It seems that the Royal Society itself did not regard engravings in Philosophical Transactions as the final and authoritative image in matters of knowledge. On 18 January 1688 a microscopic drawing of a cochineal insect, drawn by Hunt three years earlier when it was submitted by Edward Tyson (FRS 1679), was recalled: ‘Mr Hunt was orderd to get Dr Tysons figures of the cochinell insect.’61 The drawing of the cochineal insect had been published in Philosophical Transactions, but that was not the image that the meeting decided to look up.62 This may well have had to do with the issue of colour, or perhaps a sense that the drawing was closer to the original object observed. Similarly, when James Douglas (FRS 1706) corrected Waller's description of the woodpecker's head at the meeting of 18 April 1717, he must have used the drawing, which is now among Douglas's papers.63 Drawings, even after they had been published in Philosophical Transactions, retained their significance to the Society as a source of knowledge. Such a practice should caution us from focusing exclusively on Philosophical Transactions and its engravings as being representative of the early Royal Society's use of images. Indeed, the surviving drawings by Hunt and Waller enable us to examine more broadly—beyond printed material—how images were used in the process of forming knowledge about nature.

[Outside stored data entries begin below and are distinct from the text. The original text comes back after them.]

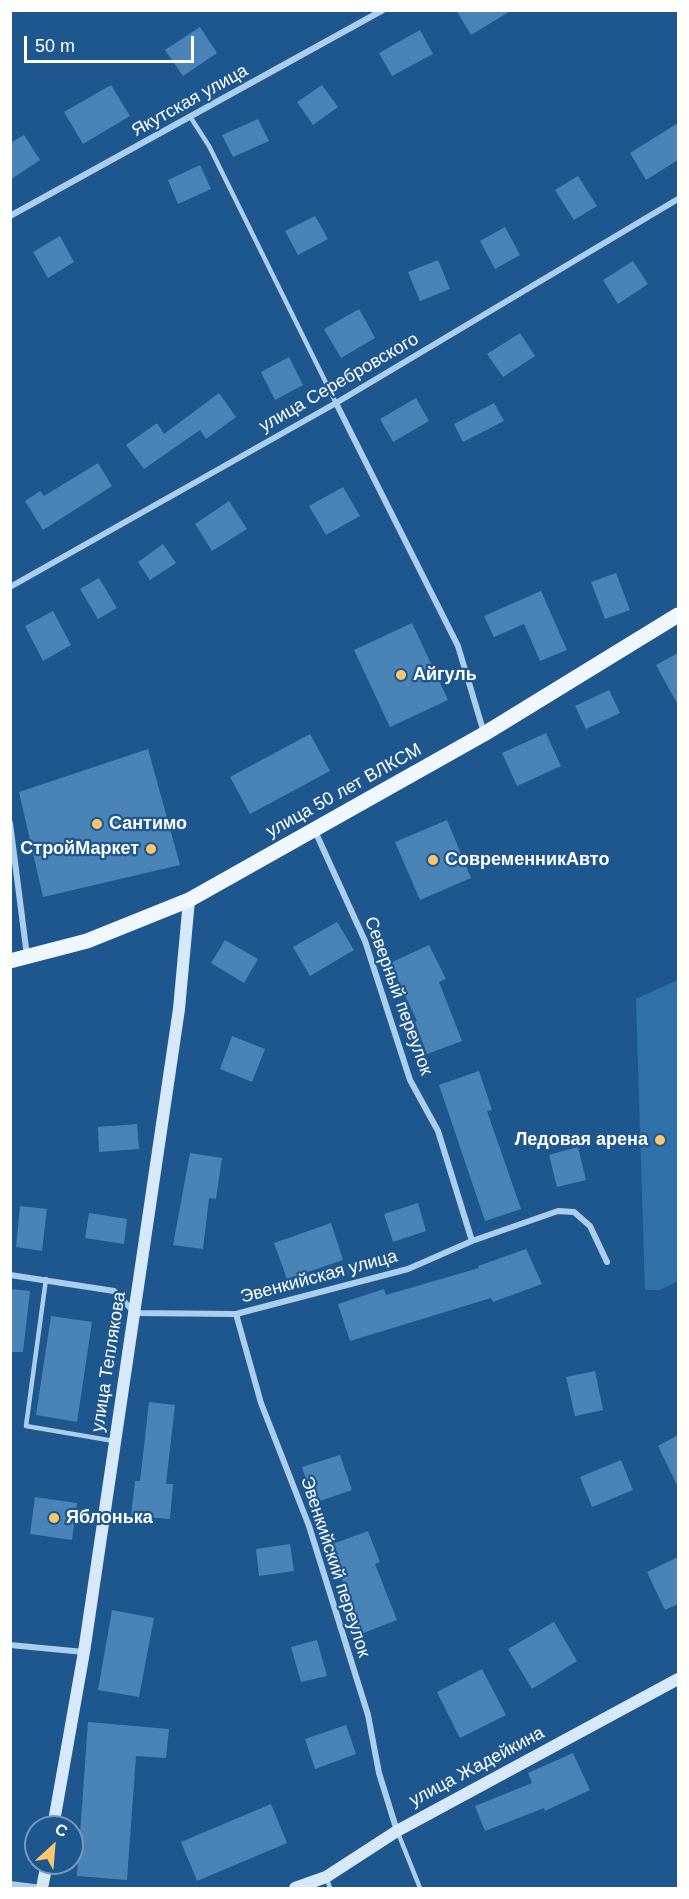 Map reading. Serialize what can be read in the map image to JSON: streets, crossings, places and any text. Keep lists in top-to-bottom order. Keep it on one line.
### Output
{"streets":{"main road":["улица 50 лет ВЛКСМ","улица Теплякова","улица Жадейкина"],"street":["Якутская улица","улица Серебровского","Северный переулок","Эвенкийская улица","Эвенкийский переулок"]},"crossings":[["улица 50 лет ВЛКСМ","Северный переулок"],["улица 50 лет ВЛКСМ","улица Теплякова"],["Северный переулок","Эвенкийская улица"],["Эвенкийская улица","улица Теплякова"],["Эвенкийская улица","Эвенкийский переулок"],["Эвенкийский переулок","улица Жадейкина"]],"places":["Айгуль","Сантимо","СтройМаркет","СовременникАвто","Ледовая арена","Яблонька"],"scale_bar":"50 m","north":"top right"} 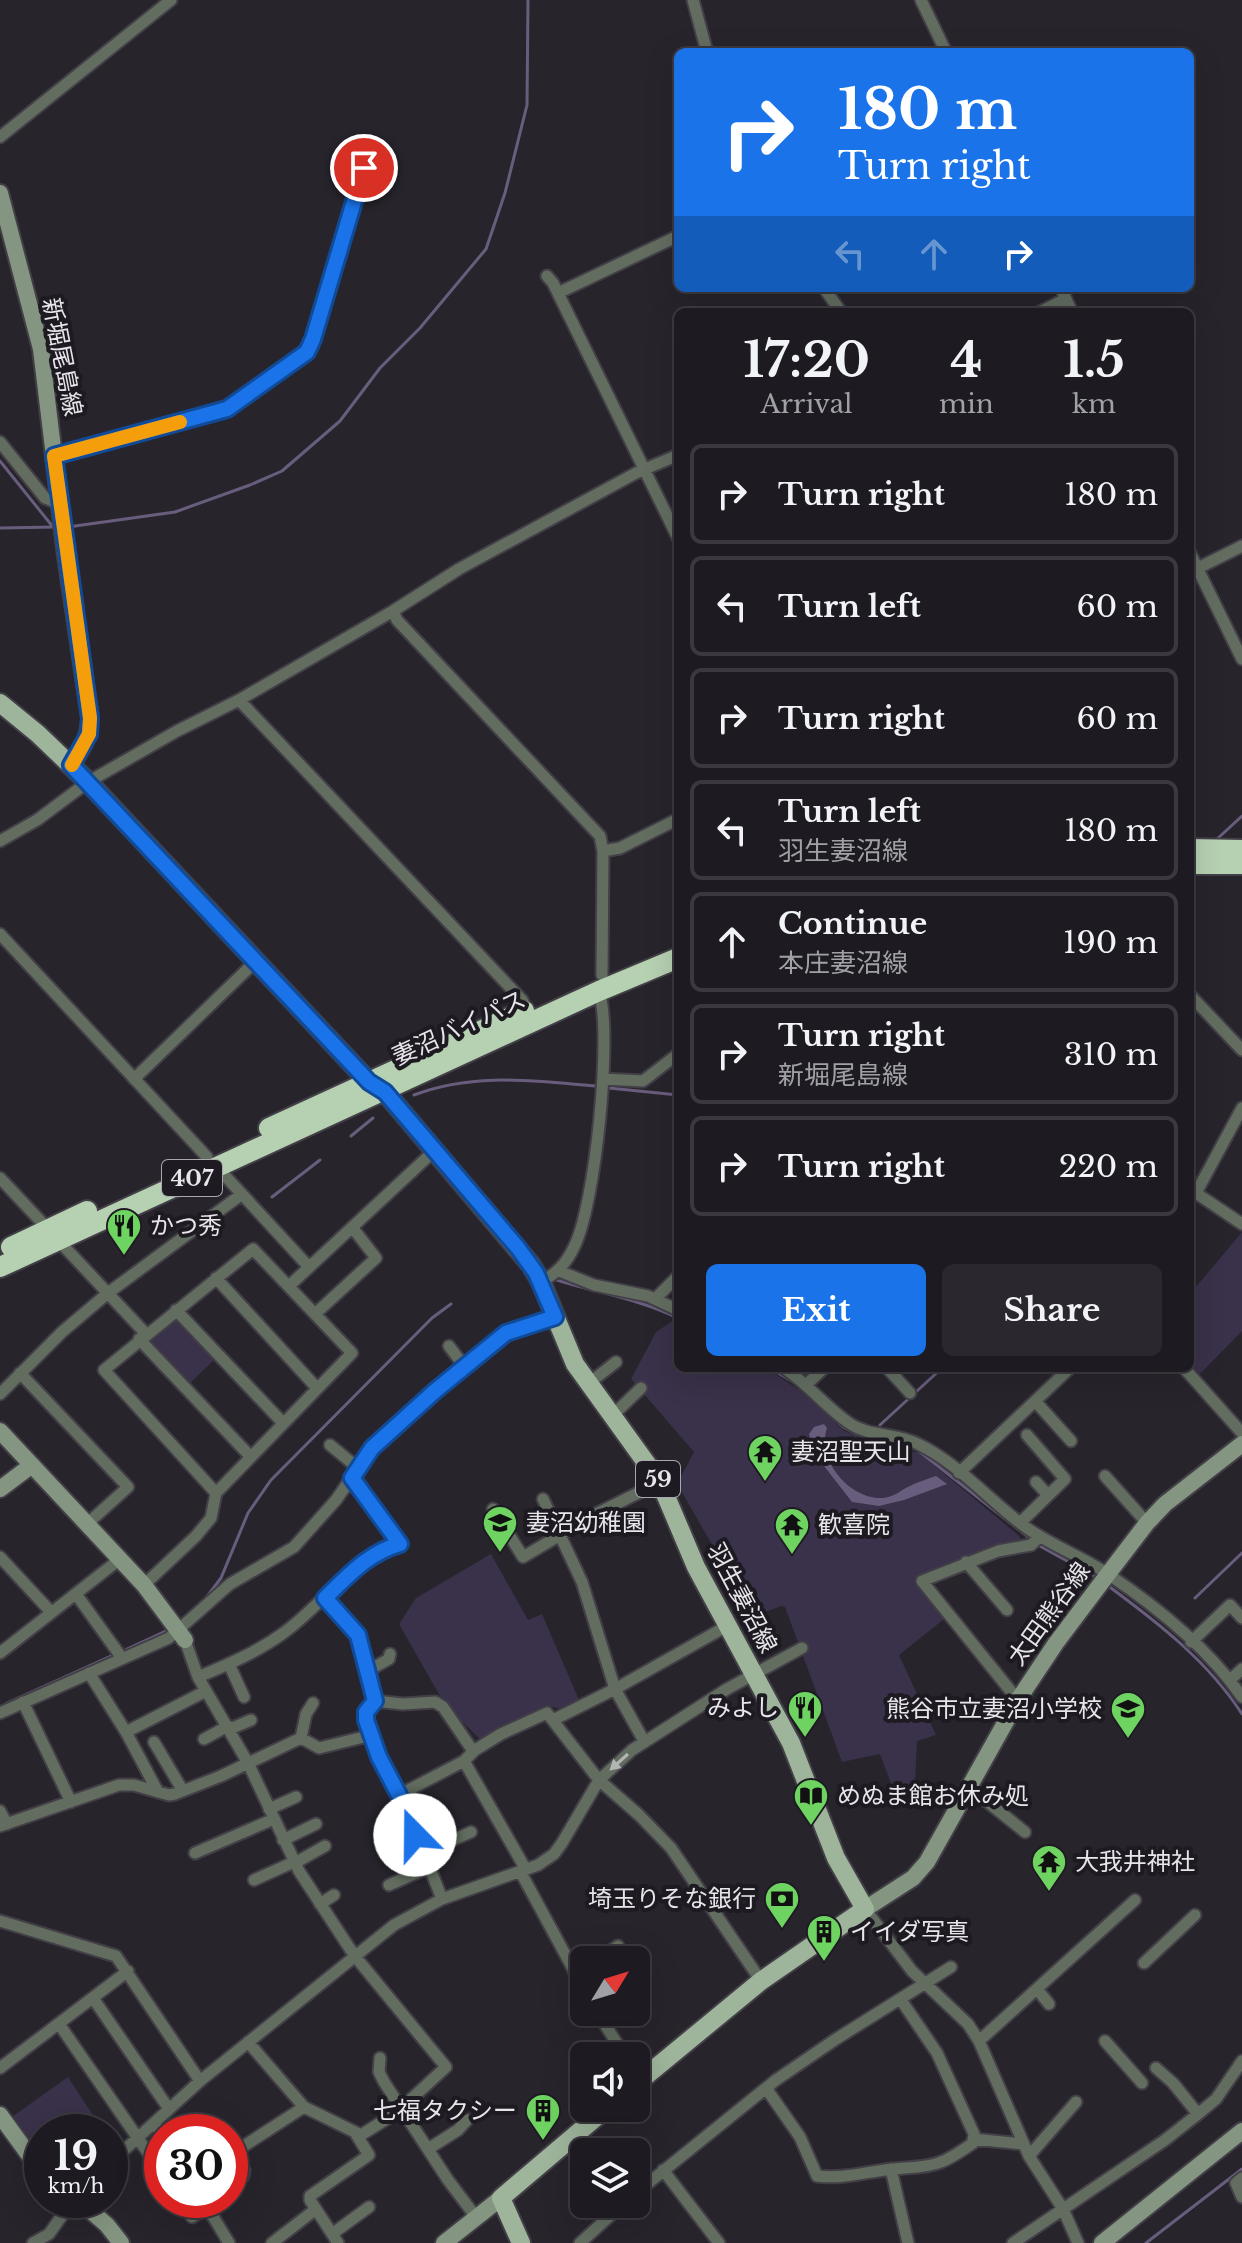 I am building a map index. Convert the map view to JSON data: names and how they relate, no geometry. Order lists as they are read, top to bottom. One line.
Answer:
{"streets":{"highway":["妻沼バイパス","407"],"main road":["新堀尾島線","59","羽生妻沼線","太田熊谷線"]},"crossings":[["新堀尾島線","羽生妻沼線"],["妻沼バイパス","羽生妻沼線"],["羽生妻沼線","太田熊谷線"]],"places":{"restaurant":["かつ秀","みよし"],"temple":["妻沼聖天山","歓喜院","大我井神社"],"school or university":["妻沼幼稚園","熊谷市立妻沼小学校"],"library":["めぬま館お休み処"],"bank":["埼玉りそな銀行"],"building":["イイダ写真","七福タクシー"]},"north":"top right","page":{"turn":["180 m","Turn right"],"eta":["17:20","Arrival","4","min","1.5","km"],"list":[{"name":"Turn right","value":"180 m"},{"name":"Turn left","value":"60 m"},{"name":"Turn right","value":"60 m"},{"name":"Turn left","note":"羽生妻沼線","value":"180 m"},{"name":"Continue","note":"本庄妻沼線","value":"190 m"},{"name":"Turn right","note":"新堀尾島線","value":"310 m"},{"name":"Turn right","value":"220 m"}],"buttons":["Exit","Share"],"speed":"19 km/h","limit":"30"}} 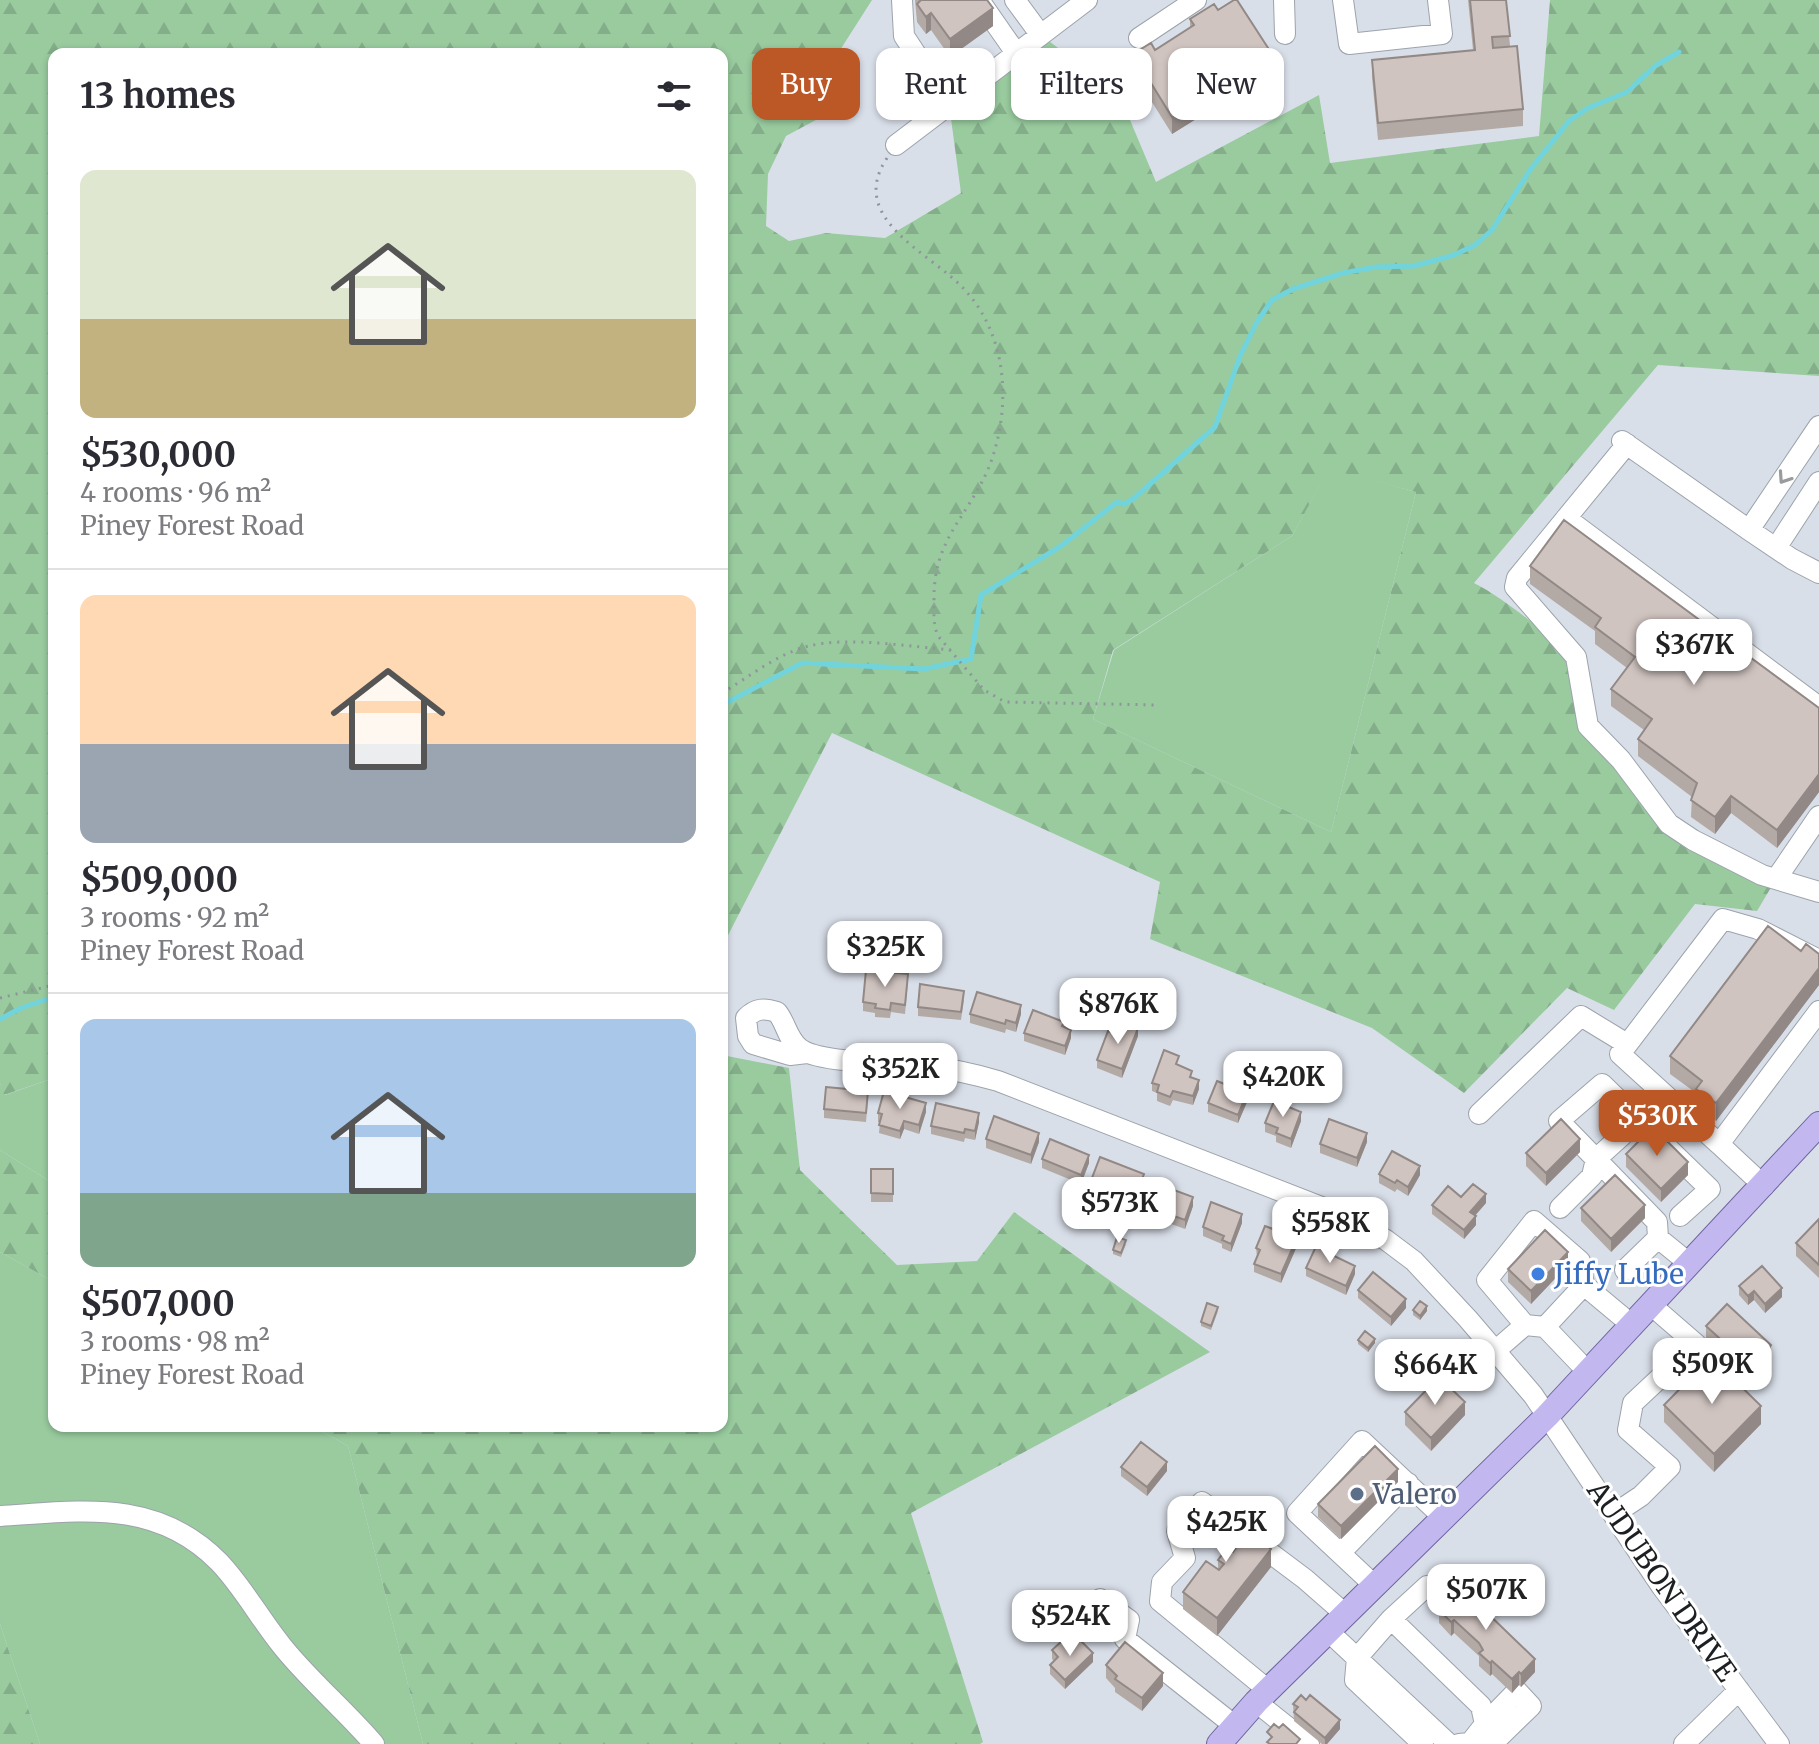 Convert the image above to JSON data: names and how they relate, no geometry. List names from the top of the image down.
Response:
{
  "streets": {
    "street": ["AUDUBON DRIVE"]
  },
  "places": ["Jiffy Lube", "Valero"],
  "page": {
    "chip": [
      "Buy",
      "Rent",
      "Filters",
      "New"
    ],
    "heading": "13 homes",
    "list": [
      {
        "name": "$530,000",
        "note": "4 rooms · 96 m² · Piney Forest Road"
      },
      {
        "name": "$509,000",
        "note": "3 rooms · 92 m² · Piney Forest Road"
      },
      {
        "name": "$507,000",
        "note": "3 rooms · 98 m² · Piney Forest Road"
      }
    ],
    "price": [
      "$367K",
      "$325K",
      "$876K",
      "$352K",
      "$420K",
      "$530K",
      "$573K",
      "$558K",
      "$509K",
      "$664K",
      "$425K",
      "$507K",
      "$524K"
    ]
  }
}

Images for the meetings of the Society
The articles published in Philosophical Transactions had originally been read at the Society's meetings and had often been accompanied by objects or images, but only a small proportion of these drawings made it to publication. At the meetings, it was frequently decided that drawings should be made of the objects examined, even when the object itself was deposited in the Repository. At other times, it was ordered that copies should be taken of images that were brought to the meetings. Waller was one of the people who was asked to draw: on 25 November 1685, for example, after experiments on some volatile salt by Frederic Slare (FRS 1680), he was ‘desired to design the figure of the salt, as it appeared in the microscope.’64 It was Hunt, however, who was most frequently asked—he drew images of kidney stones, bladder stones, monstrous cats or puppies, conjoined twins, unidentified ancient figurines, birds, and so on.65 Intriguingly, Hunt is sometimes recorded as bringing back for approval a drawing ordered in a previous meeting (figure 9).66 Although it seems that drawings were not ordered primarily for the purpose of publication, any drawing that was ‘approved’ by the meeting might well be regarded as having a collective guarantee of its reliability and thus fit for future use or publication.
Figure 9. A drawing of ‘a monstrous pupie shewne to the Society May 1700’ by Hunt, which was ‘very well approved of’. RSA, MS/131/79. (Copyright © The Royal Society.)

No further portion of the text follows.